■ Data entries
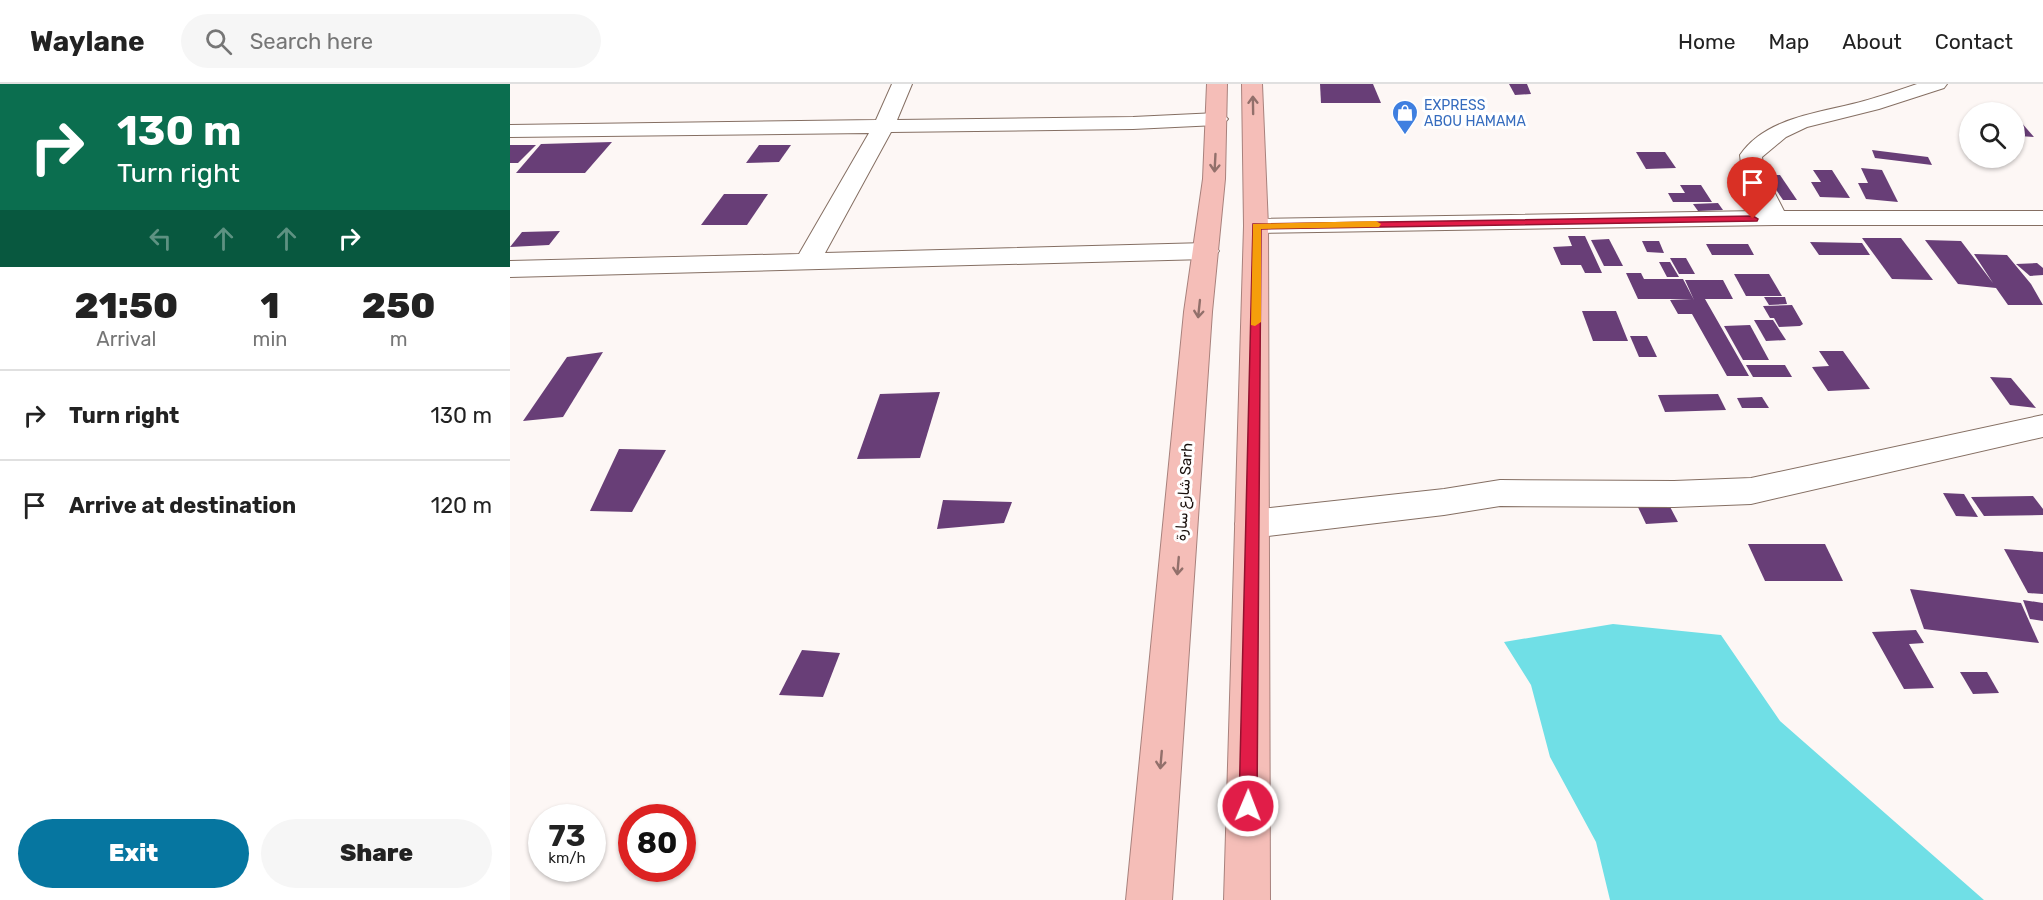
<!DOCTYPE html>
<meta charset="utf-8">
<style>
body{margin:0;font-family:Rubik,Cairo,sans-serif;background:#f6f6f6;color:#222;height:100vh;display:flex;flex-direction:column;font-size:22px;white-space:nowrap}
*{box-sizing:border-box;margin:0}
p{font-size:20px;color:#767676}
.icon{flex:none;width:33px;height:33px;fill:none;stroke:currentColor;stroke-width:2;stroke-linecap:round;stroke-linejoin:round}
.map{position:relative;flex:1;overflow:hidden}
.panel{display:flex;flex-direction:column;background:#fff;width:510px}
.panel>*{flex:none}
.top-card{background:#0b6e4f;color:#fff;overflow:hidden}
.tools{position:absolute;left:1449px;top:18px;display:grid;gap:12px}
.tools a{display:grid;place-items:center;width:66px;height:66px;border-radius:50%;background:#fff;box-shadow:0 2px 4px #0004;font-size:30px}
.speed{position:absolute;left:18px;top:720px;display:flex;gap:12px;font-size:30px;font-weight:700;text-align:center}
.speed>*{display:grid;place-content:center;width:78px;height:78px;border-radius:50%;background:#fff;box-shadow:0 2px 4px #0004;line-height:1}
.speed small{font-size:15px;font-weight:400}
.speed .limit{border:9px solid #d22;background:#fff;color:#111}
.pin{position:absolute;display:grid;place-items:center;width:51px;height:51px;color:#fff;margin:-62px -26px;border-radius:50% 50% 50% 0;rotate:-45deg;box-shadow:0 0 6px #0007}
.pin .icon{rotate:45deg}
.me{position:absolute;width:66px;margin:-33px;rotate:1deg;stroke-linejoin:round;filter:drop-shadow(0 0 4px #0008)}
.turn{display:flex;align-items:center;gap:21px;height:126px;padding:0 18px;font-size:27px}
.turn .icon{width:78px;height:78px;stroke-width:2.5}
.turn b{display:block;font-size:42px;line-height:51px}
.lanes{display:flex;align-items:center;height:57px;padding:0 18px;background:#0003;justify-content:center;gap:30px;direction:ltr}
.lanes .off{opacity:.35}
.eta{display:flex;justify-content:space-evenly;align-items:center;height:102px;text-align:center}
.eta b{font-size:36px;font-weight:800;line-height:42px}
.primary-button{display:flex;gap:12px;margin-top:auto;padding:12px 18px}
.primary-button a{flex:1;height:69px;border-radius:36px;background:#0676a0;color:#fff;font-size:24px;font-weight:800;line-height:69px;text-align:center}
.primary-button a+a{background:#f6f6f6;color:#222}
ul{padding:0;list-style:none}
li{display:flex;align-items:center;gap:18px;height:90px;padding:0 18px;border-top:2px solid #e0e0e0}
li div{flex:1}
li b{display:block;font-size:22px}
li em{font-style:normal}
header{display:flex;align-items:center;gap:36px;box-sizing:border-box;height:84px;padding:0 30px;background:#fff;border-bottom:2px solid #e0e0e0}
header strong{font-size:28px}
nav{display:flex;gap:33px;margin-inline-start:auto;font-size:21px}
.search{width:420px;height:54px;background:#f6f6f6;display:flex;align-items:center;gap:15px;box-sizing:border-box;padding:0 21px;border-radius:33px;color:#767676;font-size:22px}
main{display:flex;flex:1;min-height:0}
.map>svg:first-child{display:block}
.water{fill:#70dfe6}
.building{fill:#683e77}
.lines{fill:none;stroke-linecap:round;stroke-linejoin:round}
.street-casing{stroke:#856f63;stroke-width:2}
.highway-casing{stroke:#a8817c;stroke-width:2}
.street{fill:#fff;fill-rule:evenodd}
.highway{fill:#f5beb8;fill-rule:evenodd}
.oneway{stroke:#92706b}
.route{fill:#e11d48;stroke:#92132f;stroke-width:1.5}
.slow{fill:#f59e0b}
.labels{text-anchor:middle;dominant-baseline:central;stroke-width:6;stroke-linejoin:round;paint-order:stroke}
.far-shop-label{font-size:14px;fill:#366cbe;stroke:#fff;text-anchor:start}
.street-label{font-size:15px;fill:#19100c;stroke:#fff}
</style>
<header>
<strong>Waylane</strong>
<div class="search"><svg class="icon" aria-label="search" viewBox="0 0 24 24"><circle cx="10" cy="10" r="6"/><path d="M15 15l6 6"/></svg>Search here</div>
<nav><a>Home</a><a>Map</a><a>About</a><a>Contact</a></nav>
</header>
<main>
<section class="panel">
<div class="top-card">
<div class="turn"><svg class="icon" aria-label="right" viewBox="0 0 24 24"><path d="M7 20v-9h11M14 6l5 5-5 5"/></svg><div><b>130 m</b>Turn right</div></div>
<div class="lanes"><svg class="icon off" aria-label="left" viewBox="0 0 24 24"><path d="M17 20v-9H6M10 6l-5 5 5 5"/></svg><svg class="icon off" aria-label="ahead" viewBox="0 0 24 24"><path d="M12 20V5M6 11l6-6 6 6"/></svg><svg class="icon off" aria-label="ahead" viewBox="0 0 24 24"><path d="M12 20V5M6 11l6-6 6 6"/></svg><svg class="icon" aria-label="right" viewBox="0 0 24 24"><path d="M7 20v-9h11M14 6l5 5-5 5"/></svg></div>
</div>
<div class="eta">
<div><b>21:50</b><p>Arrival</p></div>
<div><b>1</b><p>min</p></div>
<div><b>250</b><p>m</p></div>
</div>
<ul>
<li><svg class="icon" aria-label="right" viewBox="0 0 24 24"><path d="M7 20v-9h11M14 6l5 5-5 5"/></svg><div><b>Turn right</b></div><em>130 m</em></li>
<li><svg class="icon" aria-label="arrive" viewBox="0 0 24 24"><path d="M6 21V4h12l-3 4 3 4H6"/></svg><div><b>Arrive at destination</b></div><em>120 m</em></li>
</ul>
<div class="primary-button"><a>Exit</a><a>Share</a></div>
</section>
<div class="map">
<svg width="1533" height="816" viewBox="0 0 1533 816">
<rect width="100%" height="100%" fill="#fdf7f5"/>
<path class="water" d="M1103,540l108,11 59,86 204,179h-374l-14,-58 -46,-85 -19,-72 -27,-43z"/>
<g class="building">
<path d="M810,0h53l8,19h-60z"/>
<path d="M999,0h18l4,10 -16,1z"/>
<path d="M1504,36l6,1 14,16 -15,-1 -5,-5z"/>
<path d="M102,58l-27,31h-69l25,-29z"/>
<path d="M0,61h26l-18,18h-8z"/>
<path d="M249,61h32l-12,17 -33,1z"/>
<path d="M1362,66l56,7 4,8 -57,-7z"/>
<path d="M1126,68h29l11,16 -30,1z"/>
<path d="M1351,84l21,2 16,32 -32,-3 -8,-16h10z"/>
<path d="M1303,86h19l18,28 -30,-1 -9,-15h10z"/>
<path d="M1256,91h14l17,25h-14z"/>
<path d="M1218,97l20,1 11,21 -21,-1z"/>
<path d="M1170,101h21l11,17h-39l-5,-9h17z"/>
<path d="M214,110h44l-21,31h-46z"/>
<path d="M1208,119l5,7 -25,1 -5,-7z"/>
<path d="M50,147l-11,14 -39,2 12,-15z"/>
<path d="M1058,152h17l17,37h-17l-4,-8h-20l-8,-18 19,-1z"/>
<path d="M1352,154h39l32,42 -41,-1z"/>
<path d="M1099,155l14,27h-19l-13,-26z"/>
<path d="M1415,156l36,1 32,42 -19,-29 33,1 24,29 12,21h-35l-12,-17 -38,-4z"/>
<path d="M1132,157h17l5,12 -17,-1z"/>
<path d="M1300,158l52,1 8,12h-51z"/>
<path d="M1196,160h42l6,11h-42z"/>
<path d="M1160,174h16l9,16h-16z"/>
<path d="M1149,178h11l9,15h-12z"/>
<path d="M1527,179l6,5v7l-13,1 -14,-12z"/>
<path d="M1116,189h15l3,6h39l11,21 -9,-20h38l10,19h-28l44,77h-22l-35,-62h-14l-8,-14 22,-1h-54z"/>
<path d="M1224,190h35l13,22h-36z"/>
<path d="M1254,213h21l2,7 -18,1z"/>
<path d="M1282,221l11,19 -3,2 -21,1 -5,-9h-4l-7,-12z"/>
<path d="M1072,227h34l12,30h-35z"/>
<path d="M1244,236h19l13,20 -20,1z"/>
<path d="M1240,241l19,35h-26l-19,-34z"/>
<path d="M1120,252h17l10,21h-18z"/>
<path d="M1309,267h24l27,38 -42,2 -16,-24 17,-1z"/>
<path d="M93,268l-40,65 -40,4 44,-64z"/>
<path d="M1236,281h39l7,12h-39z"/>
<path d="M1480,293l21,1 25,30 -26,-3z"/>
<path d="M430,308l-20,66 -63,1 23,-65z"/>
<path d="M1208,310l8,16 -61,2 -7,-17z"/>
<path d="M1252,313l7,11h-27l-5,-10z"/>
<path d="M109,365l47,1 -34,62 -42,-1z"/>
<path d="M1433,409l21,1 14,23 -22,-1z"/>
<path d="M1523,412l10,13v6l-59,1 -13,-19z"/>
<path d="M433,416l69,2 -8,21 -67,6z"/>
<path d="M1157,417l11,21 -32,2 -10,-21z"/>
<path d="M1238,460h77l18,37h-78z"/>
<path d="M1494,465l39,3v42l-15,-1z"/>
<path d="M1400,505l111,14 18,40 -115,-14z"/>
<path d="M1513,516l20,3v18l-13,-2z"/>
<path d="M1406,546l8,13 -15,1 25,44 -30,1 -32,-57z"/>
<path d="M292,566l38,3 -17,44 -44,-2z"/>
<path d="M1450,588h27l12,21 -26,1z"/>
</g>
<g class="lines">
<defs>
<g id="street">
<path d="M382,0h20l-15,36 236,-3 84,-4 7,2 4,4 -4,4 -7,2 -84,4 -242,3 -66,121 381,-10 9,3 4,5 -4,5 -9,3 -696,18v-16l289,-7 70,-121 -359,4v-12l366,-5z"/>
<path d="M1407,0h30l-3,4 -65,21 -72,18 -21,10 -24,20 2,15 20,39h259v14h-268l-519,8 -9,-2 -3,-5 3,-5 9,-2 504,-8 -18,-39 -2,-17c27,-39 82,-42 124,-54 18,-5 35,-11 53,-17z"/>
<path d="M1533,331v22l-292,67 -77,3 -174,-1 -56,9 -192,23 -12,-4 -5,-10 5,-10 12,-4 192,-21 56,-9 174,1 77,-3z"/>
</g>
<g id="highway">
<path d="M697,0h20l-2,95 -13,133 -40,588h-46l58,-588 19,-133z"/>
<path d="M732,0h20l6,142 2,674h-46l20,-674z"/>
</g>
</defs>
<use href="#street" class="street-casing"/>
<use href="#highway" class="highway-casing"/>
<use href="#street" class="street"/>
<use href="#highway" class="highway"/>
</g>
<defs><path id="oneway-shaft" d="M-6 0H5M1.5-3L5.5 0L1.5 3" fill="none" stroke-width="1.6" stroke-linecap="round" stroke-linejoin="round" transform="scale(1.5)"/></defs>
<g class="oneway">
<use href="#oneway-shaft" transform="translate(743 21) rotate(-91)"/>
<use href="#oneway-shaft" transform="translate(705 79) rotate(93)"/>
<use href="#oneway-shaft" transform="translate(689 225) rotate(96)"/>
<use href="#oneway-shaft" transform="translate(668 482) rotate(95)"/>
<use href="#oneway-shaft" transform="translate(651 676) rotate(95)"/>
</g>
<path class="route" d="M1243,132l5,3 -1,2 -496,8 -4,577 -3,6 -6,3 -6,-3 -3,-6 14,-582z"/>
<path class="slow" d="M866,137l5,3 -2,3 -118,2v93l-6,4 -4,-1 2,-101z"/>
<defs>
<symbol id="shop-pin" viewBox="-11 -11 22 30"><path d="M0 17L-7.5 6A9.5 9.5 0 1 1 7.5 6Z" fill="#3f7fe0" stroke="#fff"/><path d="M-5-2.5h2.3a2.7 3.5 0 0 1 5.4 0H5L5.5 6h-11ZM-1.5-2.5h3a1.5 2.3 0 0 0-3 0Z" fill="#fff"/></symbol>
</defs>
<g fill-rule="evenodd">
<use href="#shop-pin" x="880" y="14" width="30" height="40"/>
</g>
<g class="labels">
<g class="far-shop-label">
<text x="914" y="21">EXPRESS<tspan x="914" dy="16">ABOU HAMAMA</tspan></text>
</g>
<g class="street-label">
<text transform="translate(674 408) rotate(-86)">شارع سارة Sarh</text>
</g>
</g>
</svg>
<div class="tools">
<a><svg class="icon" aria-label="search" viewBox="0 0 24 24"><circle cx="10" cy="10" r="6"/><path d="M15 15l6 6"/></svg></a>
</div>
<div class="speed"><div>73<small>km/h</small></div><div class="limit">80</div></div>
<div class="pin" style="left:1243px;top:135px;background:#d93025"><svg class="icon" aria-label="arrive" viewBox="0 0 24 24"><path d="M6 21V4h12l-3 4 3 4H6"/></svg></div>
<svg class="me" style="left:738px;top:722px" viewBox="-20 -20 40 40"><circle r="17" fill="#e11d48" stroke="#fff" stroke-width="3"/><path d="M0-11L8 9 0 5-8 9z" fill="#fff"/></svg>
</div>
</main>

■ WHAT TO PRODUCE
All lines in the entries above that include "panel" should be found and copied.

■ ANSWER TO THIS EXERCISE
.panel{display:flex;flex-direction:column;background:#fff;width:510px}
.panel>*{flex:none}
<section class="panel">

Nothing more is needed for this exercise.